[Saved data entries]
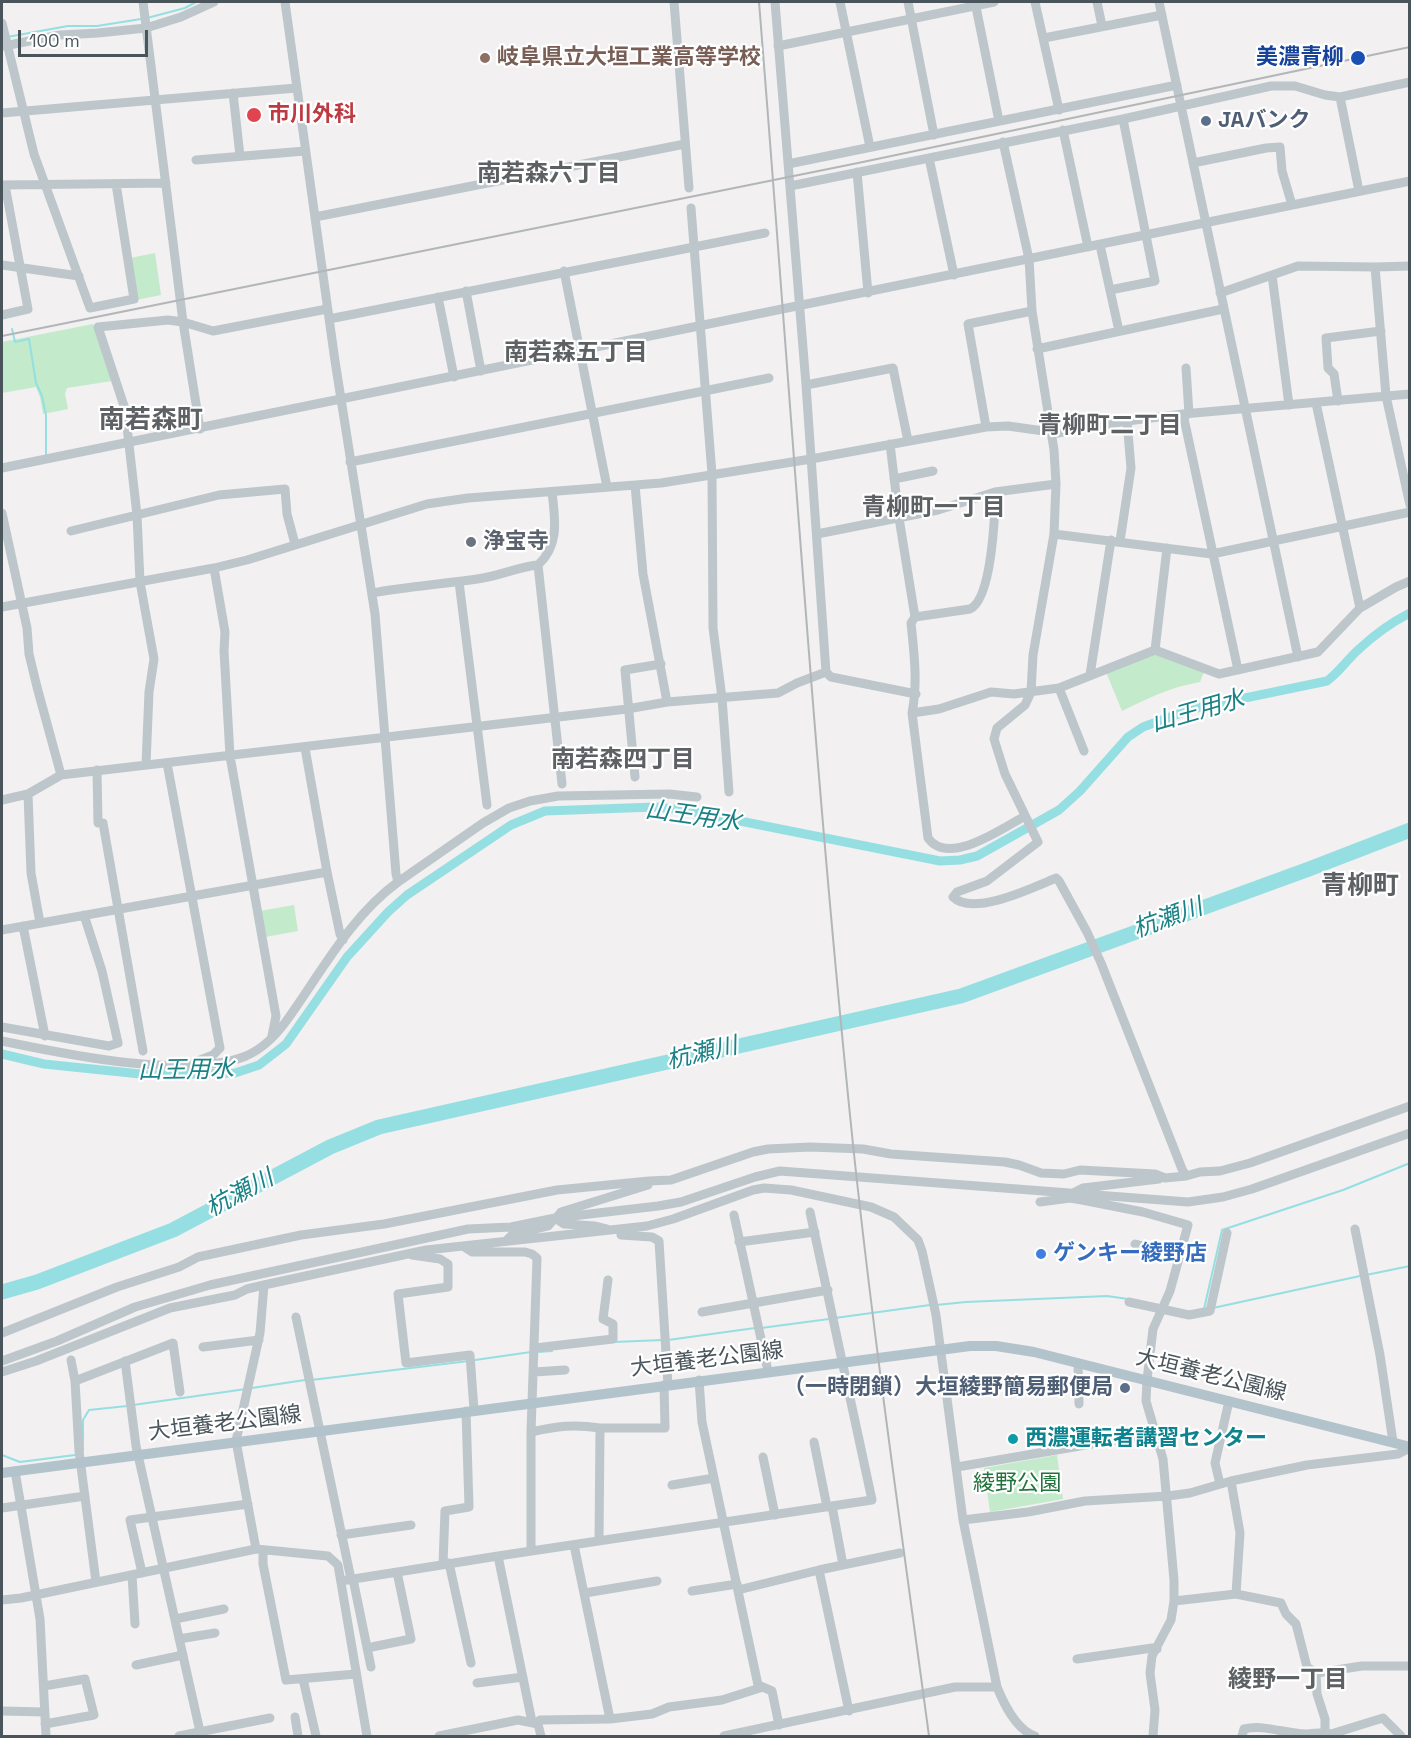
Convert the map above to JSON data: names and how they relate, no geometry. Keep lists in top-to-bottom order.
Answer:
{
  "streets": {
    "main road": ["大垣養老公園線"]
  },
  "districts": [
    "南若森六丁目",
    "南若森五丁目",
    "南若森町",
    "青柳町二丁目",
    "青柳町一丁目",
    "南若森四丁目",
    "青柳町",
    "綾野一丁目"
  ],
  "water": ["山王用水", "杭瀬川"],
  "parks": ["綾野公園"],
  "places": [
    "岐阜県立大垣工業高等学校",
    "美濃青柳",
    "市川外科",
    "JAバンク",
    "浄宝寺",
    "ゲンキー綾野店",
    "（一時閉鎖）大垣綾野簡易郵便局",
    "西濃運転者講習センター"
  ],
  "scale_bar": "100 m"
}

-- Assignment --
Copy all records exactly; omit images.

-- Exercise answer --
Convert the map above to JSON data: names and how they relate, no geometry. Keep lists in top-to-bottom order.
Answer:
{
  "streets": {
    "main road": ["大垣養老公園線"]
  },
  "districts": [
    "南若森六丁目",
    "南若森五丁目",
    "南若森町",
    "青柳町二丁目",
    "青柳町一丁目",
    "南若森四丁目",
    "青柳町",
    "綾野一丁目"
  ],
  "water": ["山王用水", "杭瀬川"],
  "parks": ["綾野公園"],
  "places": [
    "岐阜県立大垣工業高等学校",
    "美濃青柳",
    "市川外科",
    "JAバンク",
    "浄宝寺",
    "ゲンキー綾野店",
    "（一時閉鎖）大垣綾野簡易郵便局",
    "西濃運転者講習センター"
  ],
  "scale_bar": "100 m"
}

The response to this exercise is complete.